The 10th U.S. Circuit Court of Appeals agreed with a district court’s finding that the Employee Retirement Income Security Act’s (ERISA’s) nonforfeitability provisions cannot be interpreted to mean that the plan must act as “insurer against any and all wrongful actions by third parties.” The plan paid the benefits according to its procedures and plan terms, and rightfully determined it should not pay the benefits twice because of William Foster’s failure to comply with his obligations to ensure the plan had his correct address. The plan had sent a new PIN for accessing his account to the address it had on file.
The appellate court concluded that “nonforfeitable” does not mean “guaranteed,” and that the plain language of the law says “it is the claim to the benefit, rather than the benefit itself, that must be ‘unconditional’ and ‘legally enforceable against the plan.’” Foster’s claim to his benefits was “unconditional” insofar as it was not conditioned upon any further employment or action on his part. He was fully vested and the plan did not attempt to impose any impermissible conditions on Foster’s right to claim benefits.
The court found that the employer and plan did nothing wrong. The decision to process account withdrawals was based on receipt of a procedurally sound request. According to the court’s opinion, Foster was fully informed of how the plan would allow him access to his money, and that someone with the correct User ID and PIN would be treated as the legal participant for purposes of processing withdrawals.

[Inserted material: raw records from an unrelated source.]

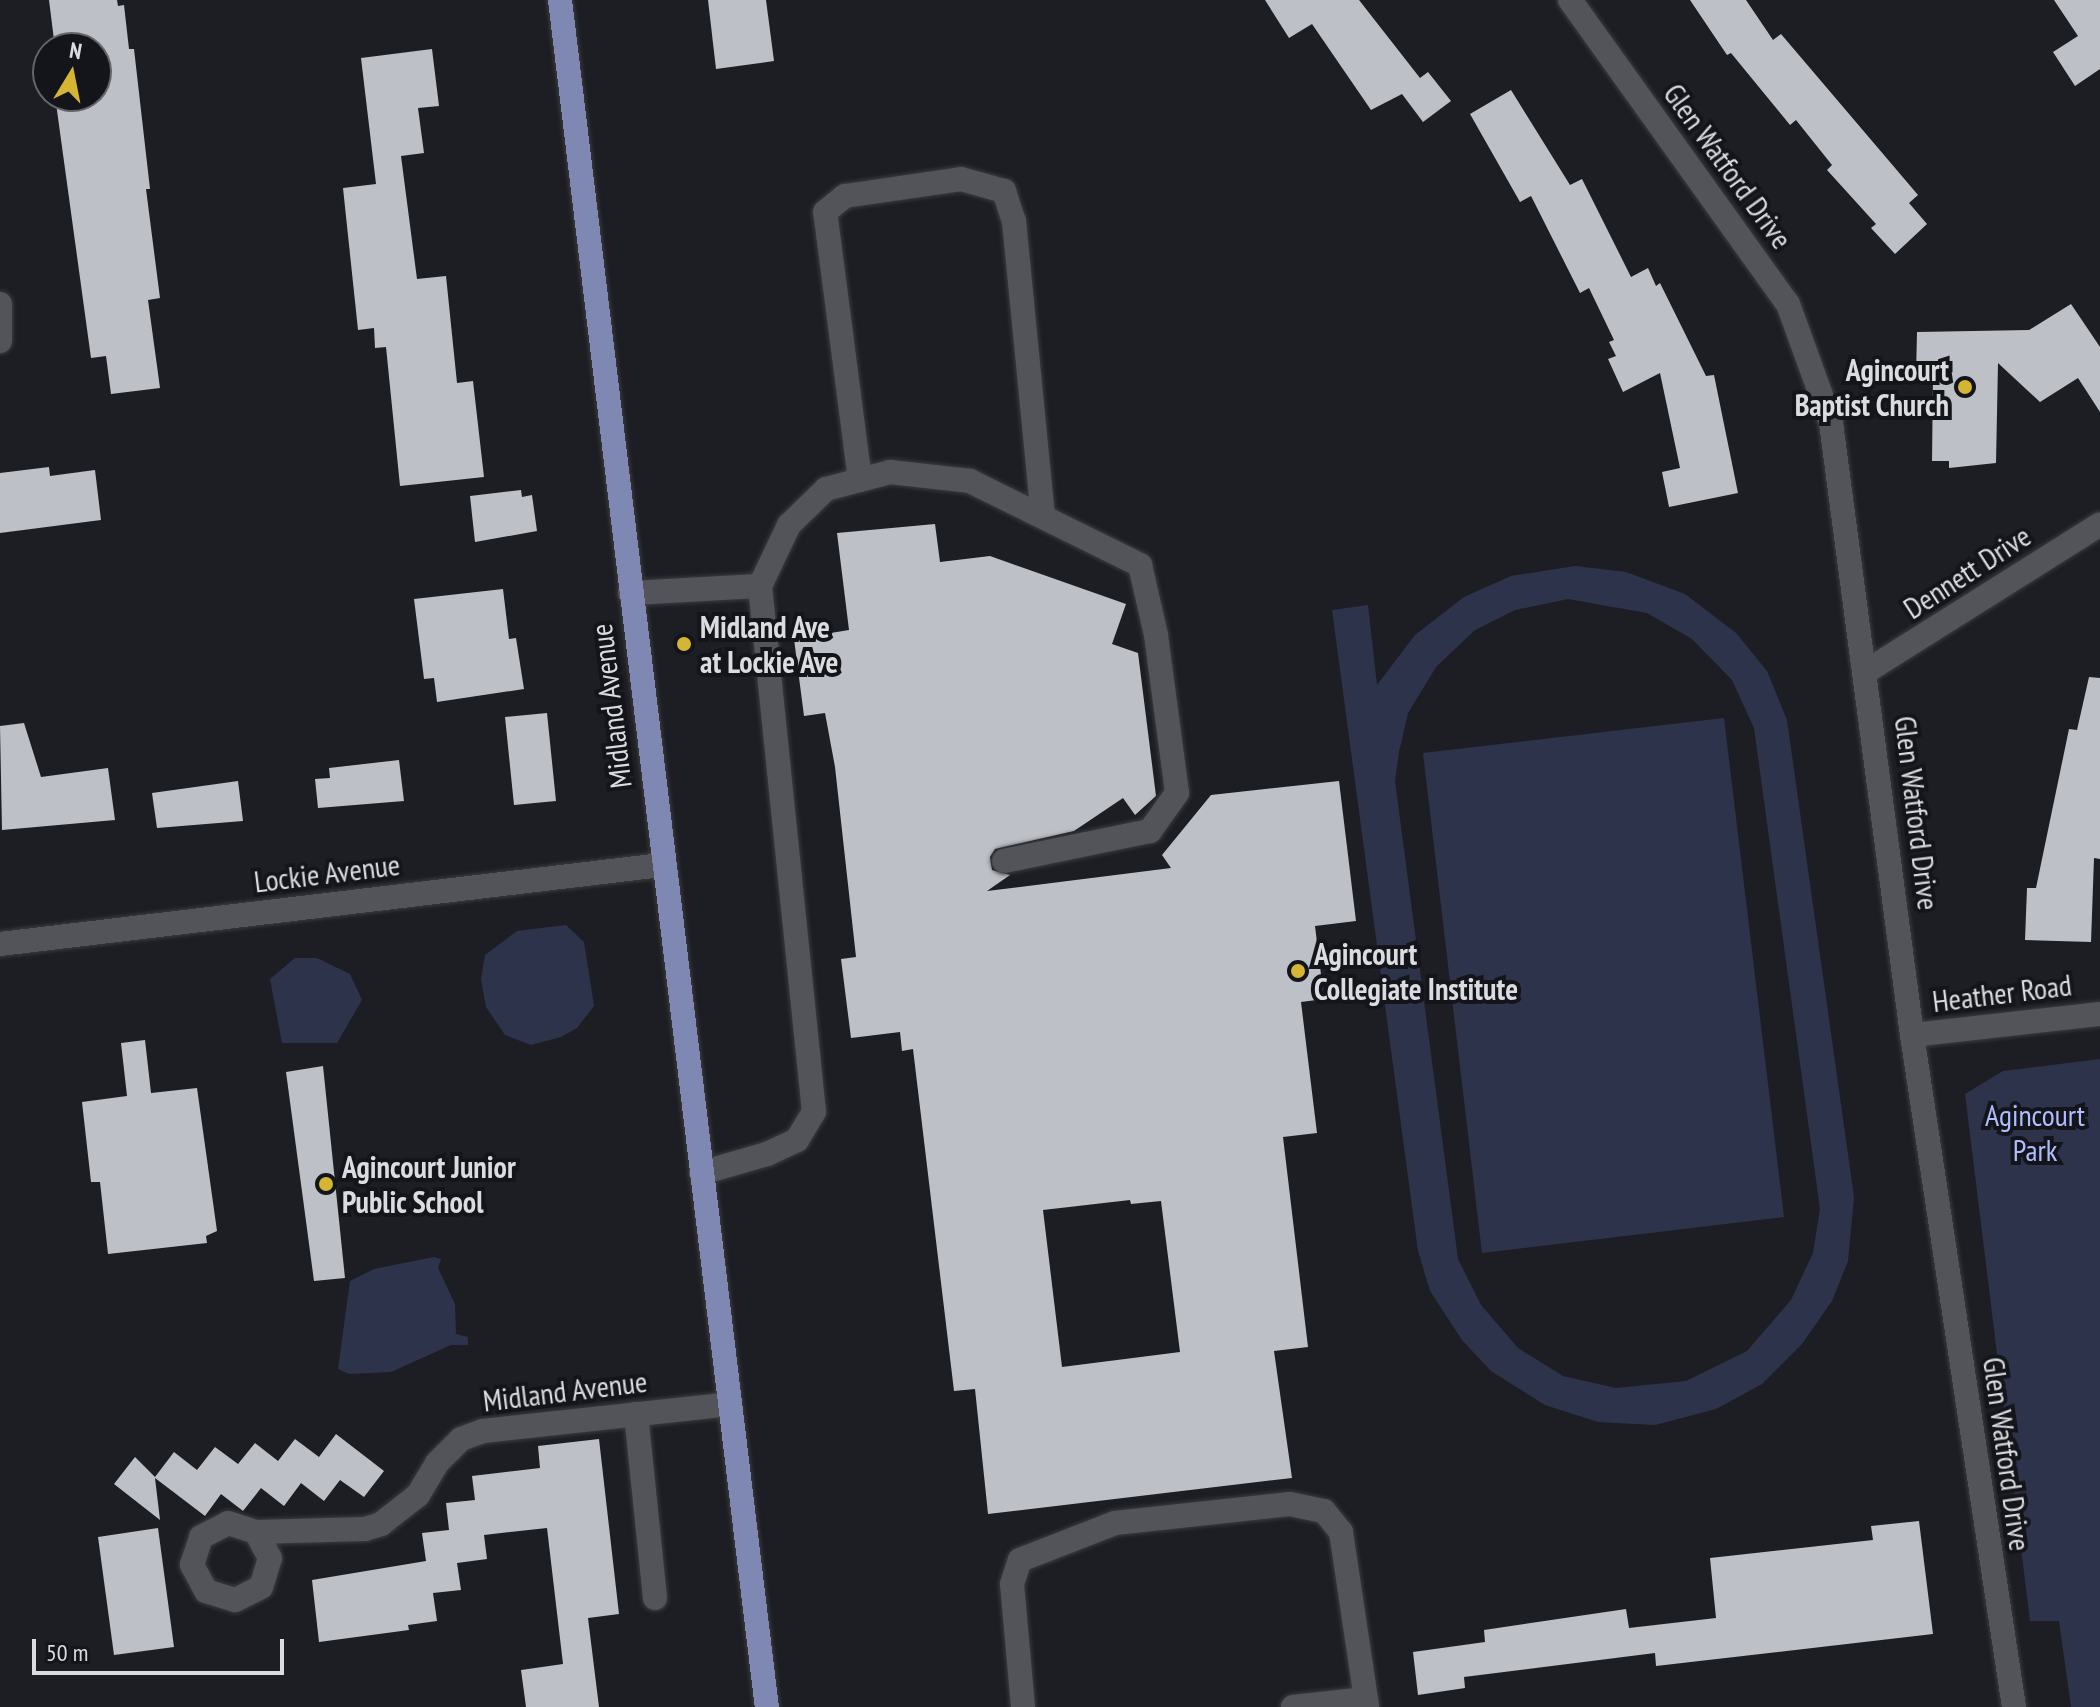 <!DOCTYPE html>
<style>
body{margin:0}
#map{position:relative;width:2100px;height:1707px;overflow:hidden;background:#1d1e23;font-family:"PT Sans Narrow",sans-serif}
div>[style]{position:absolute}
.green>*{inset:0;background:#2e334c}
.building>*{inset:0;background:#bec0c7}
.roads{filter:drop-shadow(0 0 2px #3a3b3f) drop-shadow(0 0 2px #3a3b3f)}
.minor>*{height:24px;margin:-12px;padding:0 12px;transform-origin:12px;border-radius:12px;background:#52545a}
.major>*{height:24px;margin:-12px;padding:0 12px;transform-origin:12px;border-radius:12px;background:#7e88b3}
.dots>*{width:22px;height:22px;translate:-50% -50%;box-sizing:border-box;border:4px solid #14151a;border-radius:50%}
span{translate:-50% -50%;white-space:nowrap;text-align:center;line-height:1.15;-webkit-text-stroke:8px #14151a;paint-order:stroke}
.street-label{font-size:30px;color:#dbdcdf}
.poi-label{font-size:30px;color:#dbdcdf;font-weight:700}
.right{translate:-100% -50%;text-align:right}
.left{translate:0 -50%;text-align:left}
.park-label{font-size:30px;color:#aebdff}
.north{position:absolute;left:32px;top:32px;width:80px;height:80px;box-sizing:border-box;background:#14151a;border:2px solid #646569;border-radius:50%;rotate:10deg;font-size:22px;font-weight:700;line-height:32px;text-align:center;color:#dbdcdf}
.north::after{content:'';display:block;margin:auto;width:28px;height:36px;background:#d5b534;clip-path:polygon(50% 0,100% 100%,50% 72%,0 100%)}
.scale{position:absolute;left:32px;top:1639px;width:252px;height:36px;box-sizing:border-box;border:4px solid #dbdcdf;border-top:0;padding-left:10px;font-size:24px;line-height:28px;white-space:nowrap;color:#dbdcdf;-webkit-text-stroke:6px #14151a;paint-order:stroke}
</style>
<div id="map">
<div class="green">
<div style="clip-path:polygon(evenodd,1575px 566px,1626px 572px,1685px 594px,1736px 633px,1767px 671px,1787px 720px,1854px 1197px,1848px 1261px,1832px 1301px,1802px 1344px,1762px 1384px,1716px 1409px,1655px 1425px,1598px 1422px,1545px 1405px,1491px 1371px,1462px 1340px,1430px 1291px,1418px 1251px,1332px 610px,1368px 605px,1377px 685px,1415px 635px,1464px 597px,1511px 576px,1575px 566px,1568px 599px,1647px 613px,1692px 639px,1732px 680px,1754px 728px,1820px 1209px,1813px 1253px,1791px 1300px,1747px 1351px,1686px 1381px,1616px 1388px,1563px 1376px,1518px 1348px,1481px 1305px,1458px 1259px,1395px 781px,1399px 752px,1408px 713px,1436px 667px,1475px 630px,1515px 610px,1568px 599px)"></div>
<div style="clip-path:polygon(1724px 718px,1784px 1217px,1482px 1253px,1423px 753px)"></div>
<div style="clip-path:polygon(566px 925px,584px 942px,594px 1006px,577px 1028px,561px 1037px,531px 1045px,505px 1035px,486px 1007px,481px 979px,485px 955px,517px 931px)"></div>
<div style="clip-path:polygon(295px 958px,317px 958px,350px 974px,362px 1000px,337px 1043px,282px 1043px,270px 979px)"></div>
<div style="clip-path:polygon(2100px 1059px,2100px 1707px,2071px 1707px,2059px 1621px,2030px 1621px,1965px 1094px,2003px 1071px)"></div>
<div style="clip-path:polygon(434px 1257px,441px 1259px,438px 1268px,455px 1304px,456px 1334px,468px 1337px,468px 1345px,451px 1345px,391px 1372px,349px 1374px,338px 1369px,350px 1281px,374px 1269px)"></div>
</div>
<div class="building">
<div style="clip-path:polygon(49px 0,117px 0,118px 6px,124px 5px,129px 49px,134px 49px,150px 189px,146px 189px,160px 298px,148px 300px,160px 388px,111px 394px,106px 356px,91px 358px,55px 96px,96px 96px,96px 48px,55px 48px)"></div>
<div style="clip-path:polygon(708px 0,766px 0,774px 61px,716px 69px)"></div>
<div style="clip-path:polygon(1265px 0,1359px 0,1420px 78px,1428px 72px,1451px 101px,1423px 122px,1402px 94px,1371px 110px,1312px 24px,1289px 38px)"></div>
<div style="clip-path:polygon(1690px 0,1746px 0,1773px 40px,1781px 34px,1918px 195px,1909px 203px,1927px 224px,1895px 254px,1871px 228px,1876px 224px,1827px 170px,1832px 165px,1796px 120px,1790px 125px,1731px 53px,1727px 55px)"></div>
<div style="clip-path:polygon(2054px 0,2100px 0,2100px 69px,2075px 86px,2053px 52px,2078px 36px)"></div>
<div style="clip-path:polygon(432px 49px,439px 106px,418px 108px,424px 153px,401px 156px,417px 279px,446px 276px,457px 383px,473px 381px,484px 477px,400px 486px,386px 347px,375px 348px,374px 328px,358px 330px,343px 188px,376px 184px,361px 58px)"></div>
<div style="clip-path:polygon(1511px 90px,1570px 185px,1582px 179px,1631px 277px,1648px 268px,1656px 286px,1660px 283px,1706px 376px,1714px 375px,1738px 493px,1669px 507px,1662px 472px,1680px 468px,1660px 373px,1623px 392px,1608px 359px,1616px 356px,1609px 342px,1614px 340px,1589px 288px,1580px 293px,1531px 196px,1520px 202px,1470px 114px)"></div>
<div style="clip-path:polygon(2071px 304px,2100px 347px,2100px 412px,2078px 378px,2040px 402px,1998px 363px,1996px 463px,1949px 468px,1949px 461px,1932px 461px,1933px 376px,1916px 375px,1917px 332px,2029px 330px)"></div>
<div style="clip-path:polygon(49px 467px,50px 476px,95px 470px,101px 520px,0 533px,0 473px)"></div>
<div style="clip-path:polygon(521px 490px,522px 497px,532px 495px,537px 531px,475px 542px,470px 496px)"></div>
<div style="clip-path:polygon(evenodd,935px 524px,940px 562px,990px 556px,1126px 604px,1112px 644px,1138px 653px,1156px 796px,1135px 815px,1123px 798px,1074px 831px,995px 849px,990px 857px,992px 870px,1010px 875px,987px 891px,1171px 868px,1162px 855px,1211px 795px,1339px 781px,1356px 921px,1315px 926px,1324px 999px,1301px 1002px,1317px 1133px,1283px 1137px,1308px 1347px,1274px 1351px,1292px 1478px,988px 1514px,975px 1389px,954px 1391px,913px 1049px,902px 1051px,900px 1032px,851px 1038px,841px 959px,856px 957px,835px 767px,825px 713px,804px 716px,794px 639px,849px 630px,837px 533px,935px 524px,1130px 1200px,1131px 1204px,1161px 1201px,1180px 1352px,1062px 1367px,1043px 1210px,1130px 1200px)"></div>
<div style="clip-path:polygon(503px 589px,509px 639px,516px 638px,524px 689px,437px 702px,434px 678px,424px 679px,414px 599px)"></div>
<div style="clip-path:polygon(2089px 677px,2100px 678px,2100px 859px,2094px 858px,2091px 942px,2025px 940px,2027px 888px,2036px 888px,2069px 729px,2077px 730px)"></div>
<div style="clip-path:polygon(547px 713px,556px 801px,514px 805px,505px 717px)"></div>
<div style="clip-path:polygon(24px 723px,41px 777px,108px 768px,115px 820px,2px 830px,0 726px)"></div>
<div style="clip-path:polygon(399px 760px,404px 801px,318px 808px,315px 779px,330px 778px,329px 768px)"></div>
<div style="clip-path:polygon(238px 781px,243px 821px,157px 828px,152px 793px)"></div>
<div style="clip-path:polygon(145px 1040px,151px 1093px,197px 1088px,217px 1231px,206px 1236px,207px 1243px,108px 1254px,100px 1182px,91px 1182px,82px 1102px,127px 1096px,121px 1043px)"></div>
<div style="clip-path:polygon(323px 1066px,345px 1278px,314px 1281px,286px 1072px)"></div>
<div style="clip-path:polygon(336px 1434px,384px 1471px,364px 1497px,340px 1480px,324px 1501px,301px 1483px,284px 1506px,261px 1488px,243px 1511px,221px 1494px,205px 1516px,155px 1478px,160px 1520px,114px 1484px,135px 1457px,155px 1477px,174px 1452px,197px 1470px,215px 1447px,238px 1464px,255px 1443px,278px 1461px,295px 1439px,319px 1457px)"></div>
<div style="clip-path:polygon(599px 1439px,619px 1614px,588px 1618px,599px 1707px,526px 1707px,521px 1670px,563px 1664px,547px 1528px,484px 1535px,487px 1559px,457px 1563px,461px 1590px,433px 1593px,437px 1621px,408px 1625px,409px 1630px,319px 1642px,312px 1580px,426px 1561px,422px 1533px,449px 1530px,446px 1503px,475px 1500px,472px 1476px,540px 1468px,538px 1446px)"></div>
<div style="clip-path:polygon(1919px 1521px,1933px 1634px,1656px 1666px,1655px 1653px,1464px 1677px,1465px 1688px,1418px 1695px,1413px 1652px,1485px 1642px,1484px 1630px,1626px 1609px,1629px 1628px,1716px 1618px,1710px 1558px,1873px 1540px,1871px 1526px)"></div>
<div style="clip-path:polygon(158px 1528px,174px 1647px,114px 1655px,98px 1537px)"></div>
</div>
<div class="roads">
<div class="minor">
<div style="left:1570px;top:0;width:374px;rotate:54.4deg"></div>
<div style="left:1788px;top:304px;width:127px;rotate:70.1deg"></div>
<div style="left:1831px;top:423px;width:617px;rotate:82.46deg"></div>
<div style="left:1912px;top:1035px;width:680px;rotate:81.37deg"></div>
<div style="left:0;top:304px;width:37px;rotate:90deg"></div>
<div style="left:860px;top:480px;width:270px;rotate:-97.4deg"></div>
<div style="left:825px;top:212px;width:26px;rotate:-39deg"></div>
<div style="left:845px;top:196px;width:117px;rotate:-8.3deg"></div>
<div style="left:961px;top:179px;width:45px;rotate:15.6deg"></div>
<div style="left:1004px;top:191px;width:32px;rotate:72deg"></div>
<div style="left:1014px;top:221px;width:295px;rotate:84.4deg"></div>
<div style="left:630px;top:593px;width:130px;rotate:-3.1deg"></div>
<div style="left:1867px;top:671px;width:275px;rotate:-32.2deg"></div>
<div style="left:0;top:944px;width:667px;rotate:-6.81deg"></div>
<div style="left:1912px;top:1035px;width:189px;rotate:-6.4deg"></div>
<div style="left:701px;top:1173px;width:69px;rotate:-16.1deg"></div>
<div style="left:767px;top:1154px;width:33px;rotate:-25deg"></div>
<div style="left:797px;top:1140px;width:33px;rotate:-59deg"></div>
<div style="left:814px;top:1112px;width:529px;rotate:-95.86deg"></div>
<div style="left:760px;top:586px;width:68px;rotate:-64.6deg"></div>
<div style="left:789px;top:525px;width:52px;rotate:-44.2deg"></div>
<div style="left:826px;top:489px;width:66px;rotate:-14.9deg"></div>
<div style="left:890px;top:472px;width:81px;rotate:6.4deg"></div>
<div style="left:970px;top:481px;width:190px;rotate:26.3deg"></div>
<div style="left:1140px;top:565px;width:72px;rotate:77.1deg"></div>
<div style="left:1156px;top:635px;width:159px;rotate:82.4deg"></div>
<div style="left:1177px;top:793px;width:47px;rotate:125.4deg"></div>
<div style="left:1150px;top:831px;width:149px;rotate:168.4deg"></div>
<div style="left:636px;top:1414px;width:185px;rotate:84.1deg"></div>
<div style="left:256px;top:1532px;width:30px;rotate:62deg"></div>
<div style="left:270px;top:1558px;width:30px;rotate:107deg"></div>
<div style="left:261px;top:1587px;width:29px;rotate:153deg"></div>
<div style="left:235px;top:1600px;width:30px;rotate:-163deg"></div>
<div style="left:206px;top:1591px;width:30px;rotate:-118deg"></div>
<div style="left:192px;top:1565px;width:29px;rotate:-72deg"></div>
<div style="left:201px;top:1537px;width:30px;rotate:-27deg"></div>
<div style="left:228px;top:1523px;width:29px;rotate:18deg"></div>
<div style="left:256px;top:1532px;width:109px;rotate:-1.6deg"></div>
<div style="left:365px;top:1529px;width:17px;rotate:-17deg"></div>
<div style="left:381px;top:1524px;width:47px;rotate:-38.1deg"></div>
<div style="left:418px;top:1495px;width:37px;rotate:-59deg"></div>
<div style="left:437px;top:1463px;width:34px;rotate:-45deg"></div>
<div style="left:461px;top:1439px;width:23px;rotate:-20deg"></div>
<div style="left:483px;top:1431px;width:248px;rotate:-6.2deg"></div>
<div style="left:1023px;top:1707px;width:123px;rotate:-95.1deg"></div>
<div style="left:1012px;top:1584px;width:25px;rotate:-72deg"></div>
<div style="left:1020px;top:1560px;width:102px;rotate:-21.3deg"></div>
<div style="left:1115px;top:1523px;width:176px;rotate:-6.2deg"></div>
<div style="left:1290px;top:1504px;width:35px;rotate:12deg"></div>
<div style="left:1324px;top:1511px;width:27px;rotate:51deg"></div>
<div style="left:1341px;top:1532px;width:177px;rotate:81.5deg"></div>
<div style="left:1293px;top:1707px;width:73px;rotate:-6.3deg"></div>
</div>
<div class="major">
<div style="left:560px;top:0;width:1720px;rotate:83.09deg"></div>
</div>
</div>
<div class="dots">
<div style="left:1965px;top:387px;background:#d5b534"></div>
<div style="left:684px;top:644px;background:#d5b534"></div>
<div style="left:1298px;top:971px;background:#d5b534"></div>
<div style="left:326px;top:1184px;background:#d5b534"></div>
</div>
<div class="street-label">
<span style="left:1728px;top:166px;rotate:54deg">Glen Watford Drive</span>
<span style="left:1967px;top:572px;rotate:-33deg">Dennett Drive</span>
<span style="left:611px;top:706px;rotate:-97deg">Midland Avenue</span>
<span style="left:1917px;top:813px;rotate:83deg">Glen Watford Drive</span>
<span style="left:327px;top:873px;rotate:-7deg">Lockie Avenue</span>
<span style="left:2002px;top:993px;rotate:-7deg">Heather Road</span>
<span style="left:565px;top:1391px;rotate:-7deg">Midland Avenue</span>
<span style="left:2007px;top:1454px;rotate:82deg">Glen Watford Drive</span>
</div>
<div class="poi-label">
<span class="right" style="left:1949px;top:387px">Agincourt<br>Baptist Church</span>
<span class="left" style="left:700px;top:644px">Midland Ave<br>at Lockie Ave</span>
<span class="left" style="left:1314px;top:971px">Agincourt<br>Collegiate Institute</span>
<span class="left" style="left:342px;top:1184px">Agincourt Junior<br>Public School</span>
</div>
<div class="park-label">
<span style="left:2035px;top:1132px">Agincourt<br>Park</span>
</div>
<div class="north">N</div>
<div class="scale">50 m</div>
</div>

Foster failed to notify the plan of his new address until 15 months following his split from his wife. In the meantime, the plan mailed a document to the Foster home describing changes in how participants would access their accounts (see “401(k) Participant at Fault in Account Withdrawal Dispute”). It included an explanation of how a User ID created by the participant would replace the social security number for identification purposes. Foster’s ex-wife received the document and made an online request to put in place a new User ID, which the plan confirmed in April 2005. The following month, she changed the account password, changed the listed permanent address to a post office box and withdrew $4,000 from the account. During the next several months, she drained the account.